Il ne faut pas oublier qu'alors, seuls quelque dizaines de milliers de personnes ont le droit de vote en Belgique. Le Parti Libéral est lié à la bourgeoisie industrielle, les patrons de terrain qui, surtout en Wallonie, gèrent de près la prospérité naissante du pays wallon, la première puissance industrielle en termes relatifs du 19e siècle, n'étant d'ailleurs dépassée en chiffres absolus que par les autres puissances industrielles (Allemagne, USA, France, Grande-Bretagne) pour ce qui concerne les deux grandes productions essentielles de la première révolution industrielle, à savoir le charbon et l'acier. Le projet du Parti Libéral c'est de faire de l'Etat belge un Etat francophone et laïc, débarrassé de l'influence de l'Eglise. On le voit notamment à ses résultats électoraux : les libéraux sont toujours majoritaires en Wallonie alors que les catholiques le sont toujours en Flandre. Le Parti Libéral va se lancer dans la conquête de l'hégémonie dans l'Etat belge en tentant de retirer toute fonction d'enseignement àl'Eglise. C'est le sens des guerres scolaires qui, au-delà du caractère un peu folklorique qu'elles revêtent à nos yeux, sont en fait des luttes opposant des fractions différentes de la bourgeoisie. Comme le dit son nom, le Parti Libéral est aussi "libéral" en matière économique et partisan du fameux "Laissez faire, laissez passer". Or le déclin du Parti Libéral va s'amorcer dans des circonstances bien précises. En 1878, les Libéraux sont au pouvoir et tentent de diminuer fortement l'influence de l'Eglise pour ce qui concerne l'enseignement. C'est le temps de ce que les catholiques appelèrent "la loi de malheur". C'est l'époque où la Belgique rompt ses relations diplomatiques avec le Vatican. Mais c'est aussi l'époque où l'agriculture européenne entre dans une crise grave avec l'arrivée du blé américain, l'agriculture américaine s'étant modernisée plus vite que l'agriculture européenne. Il faudrait, pour sauvegarder les intérêts de l'agriculture, appliquer des mesures protectionnistes. Les libéraux y répugnent par doctrine. Aux élections de 1884 ils sont battus sèchement pour ces deux raisons : la guerre scolaire, la crise agricole.
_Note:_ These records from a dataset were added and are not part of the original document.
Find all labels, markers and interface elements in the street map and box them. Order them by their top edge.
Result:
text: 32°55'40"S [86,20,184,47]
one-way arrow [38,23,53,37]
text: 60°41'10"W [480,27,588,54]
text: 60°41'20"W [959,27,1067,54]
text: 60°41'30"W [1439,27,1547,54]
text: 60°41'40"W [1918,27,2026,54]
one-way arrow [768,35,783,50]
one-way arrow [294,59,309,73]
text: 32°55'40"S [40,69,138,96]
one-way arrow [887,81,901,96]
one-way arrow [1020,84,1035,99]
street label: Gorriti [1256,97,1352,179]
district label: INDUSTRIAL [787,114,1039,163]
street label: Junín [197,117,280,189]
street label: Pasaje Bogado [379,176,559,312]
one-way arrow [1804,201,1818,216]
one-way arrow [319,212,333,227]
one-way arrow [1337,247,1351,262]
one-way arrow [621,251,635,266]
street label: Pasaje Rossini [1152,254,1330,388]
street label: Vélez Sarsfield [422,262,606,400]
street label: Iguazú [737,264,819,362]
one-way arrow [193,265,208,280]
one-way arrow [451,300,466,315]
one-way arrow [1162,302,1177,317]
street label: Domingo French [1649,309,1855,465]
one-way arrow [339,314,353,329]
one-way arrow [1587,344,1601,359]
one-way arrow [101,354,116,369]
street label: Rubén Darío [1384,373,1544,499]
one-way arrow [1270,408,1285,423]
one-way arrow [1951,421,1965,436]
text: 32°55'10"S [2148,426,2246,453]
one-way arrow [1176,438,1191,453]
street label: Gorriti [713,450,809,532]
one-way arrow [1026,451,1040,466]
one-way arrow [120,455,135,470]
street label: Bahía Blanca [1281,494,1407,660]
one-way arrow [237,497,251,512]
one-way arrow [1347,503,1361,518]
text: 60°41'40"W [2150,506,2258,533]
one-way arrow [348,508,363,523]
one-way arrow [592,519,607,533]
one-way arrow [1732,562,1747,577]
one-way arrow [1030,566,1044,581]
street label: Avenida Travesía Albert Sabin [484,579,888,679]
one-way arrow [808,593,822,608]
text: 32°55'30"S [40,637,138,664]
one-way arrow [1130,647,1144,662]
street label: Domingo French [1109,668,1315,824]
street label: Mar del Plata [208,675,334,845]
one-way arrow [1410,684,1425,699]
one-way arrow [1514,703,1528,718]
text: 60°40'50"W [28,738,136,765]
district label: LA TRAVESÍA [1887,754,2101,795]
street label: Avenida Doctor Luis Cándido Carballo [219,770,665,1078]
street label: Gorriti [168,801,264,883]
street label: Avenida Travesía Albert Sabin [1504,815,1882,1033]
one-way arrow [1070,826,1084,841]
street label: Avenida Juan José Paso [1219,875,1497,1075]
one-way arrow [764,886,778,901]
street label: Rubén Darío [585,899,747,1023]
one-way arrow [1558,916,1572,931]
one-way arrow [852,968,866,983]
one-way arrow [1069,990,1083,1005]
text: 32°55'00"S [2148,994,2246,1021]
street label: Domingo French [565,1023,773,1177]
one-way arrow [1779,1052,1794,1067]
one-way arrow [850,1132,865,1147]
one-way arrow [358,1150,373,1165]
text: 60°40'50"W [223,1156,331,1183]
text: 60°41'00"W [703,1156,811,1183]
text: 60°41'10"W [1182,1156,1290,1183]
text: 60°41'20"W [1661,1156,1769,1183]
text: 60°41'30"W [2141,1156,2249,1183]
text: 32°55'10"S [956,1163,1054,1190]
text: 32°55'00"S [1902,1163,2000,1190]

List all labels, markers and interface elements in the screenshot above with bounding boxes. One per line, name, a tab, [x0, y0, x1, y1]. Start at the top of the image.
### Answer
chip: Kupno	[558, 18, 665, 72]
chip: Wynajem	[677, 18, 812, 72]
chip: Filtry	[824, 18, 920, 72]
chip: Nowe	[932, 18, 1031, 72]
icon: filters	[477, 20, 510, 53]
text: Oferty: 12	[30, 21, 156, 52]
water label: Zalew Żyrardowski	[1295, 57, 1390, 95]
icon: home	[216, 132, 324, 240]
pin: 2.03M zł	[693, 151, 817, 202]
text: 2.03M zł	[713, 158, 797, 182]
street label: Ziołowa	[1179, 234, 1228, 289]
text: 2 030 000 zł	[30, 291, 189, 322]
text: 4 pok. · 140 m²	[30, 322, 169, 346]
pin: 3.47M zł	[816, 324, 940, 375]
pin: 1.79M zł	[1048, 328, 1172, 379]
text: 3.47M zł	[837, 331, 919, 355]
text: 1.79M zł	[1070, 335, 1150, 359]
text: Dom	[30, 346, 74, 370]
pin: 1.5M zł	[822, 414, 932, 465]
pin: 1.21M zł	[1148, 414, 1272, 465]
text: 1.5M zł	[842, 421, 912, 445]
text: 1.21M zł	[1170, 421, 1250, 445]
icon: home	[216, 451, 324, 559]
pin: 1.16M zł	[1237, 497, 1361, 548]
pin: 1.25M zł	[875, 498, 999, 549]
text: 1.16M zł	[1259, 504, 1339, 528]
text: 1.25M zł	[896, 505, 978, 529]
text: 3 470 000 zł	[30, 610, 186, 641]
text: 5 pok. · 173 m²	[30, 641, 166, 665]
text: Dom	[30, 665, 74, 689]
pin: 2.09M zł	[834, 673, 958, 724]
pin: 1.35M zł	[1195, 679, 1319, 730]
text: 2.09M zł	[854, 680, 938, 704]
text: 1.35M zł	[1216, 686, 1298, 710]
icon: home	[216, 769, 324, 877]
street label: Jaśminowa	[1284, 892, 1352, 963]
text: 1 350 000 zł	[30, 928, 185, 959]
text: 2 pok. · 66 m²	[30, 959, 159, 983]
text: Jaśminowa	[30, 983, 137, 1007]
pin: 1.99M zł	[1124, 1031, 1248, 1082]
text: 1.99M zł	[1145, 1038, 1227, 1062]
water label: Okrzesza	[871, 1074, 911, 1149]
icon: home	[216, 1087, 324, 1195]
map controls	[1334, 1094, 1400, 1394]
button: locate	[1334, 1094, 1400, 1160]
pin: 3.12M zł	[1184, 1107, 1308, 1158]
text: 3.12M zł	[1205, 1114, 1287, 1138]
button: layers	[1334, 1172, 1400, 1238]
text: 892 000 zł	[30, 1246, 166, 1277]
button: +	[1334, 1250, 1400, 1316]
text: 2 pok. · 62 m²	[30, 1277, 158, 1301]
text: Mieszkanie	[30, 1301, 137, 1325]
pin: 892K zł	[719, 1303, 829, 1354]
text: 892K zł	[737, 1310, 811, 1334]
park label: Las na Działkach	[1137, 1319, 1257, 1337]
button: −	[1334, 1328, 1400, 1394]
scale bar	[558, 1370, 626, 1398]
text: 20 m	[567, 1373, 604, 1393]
Le parti catholique à partir de 1884

Le Parti Catholique est la façade politique de la bourgeoisie financière qui, en peu de temps (par excellence, c'est de la Société Générale qu'il s'agit), va en quelque sorte phagocyter les industriels wallons de terrain en intégrant leurs usines dans son portefeuille de holding. Le bloc intellectuel, lié au Parti catholique, c'est bien entendu l'Eglise, le clergé qui désirent maintenir leur influence sur la société non pas, comme encore souvent dans les mondes catholiques européens, en cherchant àrétablir l'Ancien régime (légitimisme français par exemple), mais en jouant le jeu de la démocratie. En créant des journaux, des associations diverses, en créant des écoles, plus tard des syndicats qui vont maintenir les hommes, ainsi encadrés, dans l'influence spirituelle de l'Eglise (ce que l'on appelle aujourd'hui les "piliers").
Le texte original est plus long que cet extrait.